Dec. 20 (Bloomberg) -- Facebook Inc. is testing a tool that will let users pay to send an e-mail message to another member, even if they aren’t connected as friends on the world’s largest social network.
Facebook said the test will start with a “small number of people” and will charge an unspecified fee to ensure a message gets sent to the main inbox -- rather than a lower-priority queue -- of another user, even a stranger. Facebook will test different fees, starting initially at about $1 per e-mail, according to a person with knowledge of the matter, who asked not to be identified because pricing is private.
“Several commentators and researchers have noted that imposing a financial cost on the sender may be the most effective way to discourage unwanted messages and facilitate delivery of messages that are relevant and useful,” the Menlo Park, California-based company said on its website.
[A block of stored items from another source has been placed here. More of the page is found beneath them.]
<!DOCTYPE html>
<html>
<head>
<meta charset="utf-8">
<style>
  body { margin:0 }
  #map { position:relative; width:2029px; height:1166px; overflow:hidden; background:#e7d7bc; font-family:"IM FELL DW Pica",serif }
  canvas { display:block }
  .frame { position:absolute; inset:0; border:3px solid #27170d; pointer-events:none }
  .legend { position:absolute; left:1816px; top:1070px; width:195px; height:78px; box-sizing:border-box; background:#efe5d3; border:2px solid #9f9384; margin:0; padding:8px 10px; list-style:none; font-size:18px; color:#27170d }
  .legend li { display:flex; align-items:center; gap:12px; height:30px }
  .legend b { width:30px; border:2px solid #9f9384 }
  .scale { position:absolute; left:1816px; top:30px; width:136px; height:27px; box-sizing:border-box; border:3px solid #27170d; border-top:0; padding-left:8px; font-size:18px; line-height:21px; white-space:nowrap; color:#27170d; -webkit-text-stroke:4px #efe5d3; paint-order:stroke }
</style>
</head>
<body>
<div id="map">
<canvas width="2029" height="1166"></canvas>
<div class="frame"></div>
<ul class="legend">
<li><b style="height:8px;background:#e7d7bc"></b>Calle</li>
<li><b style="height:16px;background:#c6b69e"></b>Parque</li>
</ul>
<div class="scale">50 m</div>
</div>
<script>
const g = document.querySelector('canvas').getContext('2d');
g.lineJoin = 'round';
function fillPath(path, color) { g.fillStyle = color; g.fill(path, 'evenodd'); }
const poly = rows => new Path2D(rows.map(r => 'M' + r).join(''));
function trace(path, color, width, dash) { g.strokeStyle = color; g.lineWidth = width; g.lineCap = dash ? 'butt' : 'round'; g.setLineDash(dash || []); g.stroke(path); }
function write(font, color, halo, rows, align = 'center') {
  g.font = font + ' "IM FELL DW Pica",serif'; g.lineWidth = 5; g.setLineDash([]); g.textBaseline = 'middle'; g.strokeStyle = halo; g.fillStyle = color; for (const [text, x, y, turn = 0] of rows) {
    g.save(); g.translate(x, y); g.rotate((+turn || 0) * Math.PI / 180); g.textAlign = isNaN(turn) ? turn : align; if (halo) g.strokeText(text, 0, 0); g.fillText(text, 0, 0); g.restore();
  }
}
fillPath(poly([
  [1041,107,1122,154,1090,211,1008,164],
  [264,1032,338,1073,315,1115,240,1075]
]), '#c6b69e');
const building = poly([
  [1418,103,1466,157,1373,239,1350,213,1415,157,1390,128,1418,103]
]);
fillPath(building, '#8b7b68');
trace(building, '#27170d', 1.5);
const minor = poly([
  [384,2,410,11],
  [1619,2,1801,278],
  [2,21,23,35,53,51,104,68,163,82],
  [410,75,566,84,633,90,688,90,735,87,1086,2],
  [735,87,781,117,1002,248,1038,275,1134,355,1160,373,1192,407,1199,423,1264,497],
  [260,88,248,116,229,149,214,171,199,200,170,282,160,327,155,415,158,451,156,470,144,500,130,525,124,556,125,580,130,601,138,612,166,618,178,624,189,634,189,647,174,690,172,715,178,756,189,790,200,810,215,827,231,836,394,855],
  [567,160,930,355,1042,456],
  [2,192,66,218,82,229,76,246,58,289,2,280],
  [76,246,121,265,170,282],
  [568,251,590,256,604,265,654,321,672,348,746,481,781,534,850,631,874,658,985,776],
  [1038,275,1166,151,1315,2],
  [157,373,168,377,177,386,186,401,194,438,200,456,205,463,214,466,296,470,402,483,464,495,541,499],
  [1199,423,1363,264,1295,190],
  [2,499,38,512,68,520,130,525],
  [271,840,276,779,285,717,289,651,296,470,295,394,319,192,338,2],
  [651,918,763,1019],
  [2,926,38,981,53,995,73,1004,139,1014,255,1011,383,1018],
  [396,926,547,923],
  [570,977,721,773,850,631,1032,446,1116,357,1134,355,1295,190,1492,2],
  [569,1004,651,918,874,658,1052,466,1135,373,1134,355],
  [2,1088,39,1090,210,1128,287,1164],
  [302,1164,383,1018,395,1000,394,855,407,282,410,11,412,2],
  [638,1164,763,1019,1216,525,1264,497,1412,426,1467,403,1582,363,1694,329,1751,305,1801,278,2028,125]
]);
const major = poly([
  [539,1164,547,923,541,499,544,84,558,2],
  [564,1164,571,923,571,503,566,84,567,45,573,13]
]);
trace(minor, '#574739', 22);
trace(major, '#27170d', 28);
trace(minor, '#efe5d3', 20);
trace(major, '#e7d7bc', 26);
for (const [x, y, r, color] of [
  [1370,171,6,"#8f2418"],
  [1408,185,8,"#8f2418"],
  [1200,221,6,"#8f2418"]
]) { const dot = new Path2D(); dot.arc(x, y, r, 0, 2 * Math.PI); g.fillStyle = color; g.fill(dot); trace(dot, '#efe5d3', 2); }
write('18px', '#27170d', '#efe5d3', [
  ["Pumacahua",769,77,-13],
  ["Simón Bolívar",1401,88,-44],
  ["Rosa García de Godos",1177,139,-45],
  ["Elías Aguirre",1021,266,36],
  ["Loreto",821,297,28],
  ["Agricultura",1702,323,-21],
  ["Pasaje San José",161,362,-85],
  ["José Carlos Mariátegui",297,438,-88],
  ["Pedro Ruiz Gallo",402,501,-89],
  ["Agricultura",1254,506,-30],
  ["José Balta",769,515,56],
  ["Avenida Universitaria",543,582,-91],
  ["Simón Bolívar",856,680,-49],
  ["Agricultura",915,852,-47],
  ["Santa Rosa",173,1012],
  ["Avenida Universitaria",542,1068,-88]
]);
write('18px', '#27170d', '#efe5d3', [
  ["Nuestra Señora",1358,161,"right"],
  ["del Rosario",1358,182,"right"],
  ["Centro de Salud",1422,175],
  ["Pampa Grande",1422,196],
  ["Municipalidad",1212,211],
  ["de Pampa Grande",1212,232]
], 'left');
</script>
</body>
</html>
Chief Executive Officer Mark Zuckerberg is looking for new sources of revenue amid a stock drop of 28 percent since Facebook’s initial public offering in May. The messaging feature takes a cue from LinkedIn Corp., the business-focused social-media company that gives premium-paying users added flexibility in sending messages to people outside their network.
The pay-for-e-mail trial program will only work between individuals in the U.S., Facebook said.
The company also announced other changes to its messaging service, adding filters that let users control how they can be contacted by friends or those outside their network.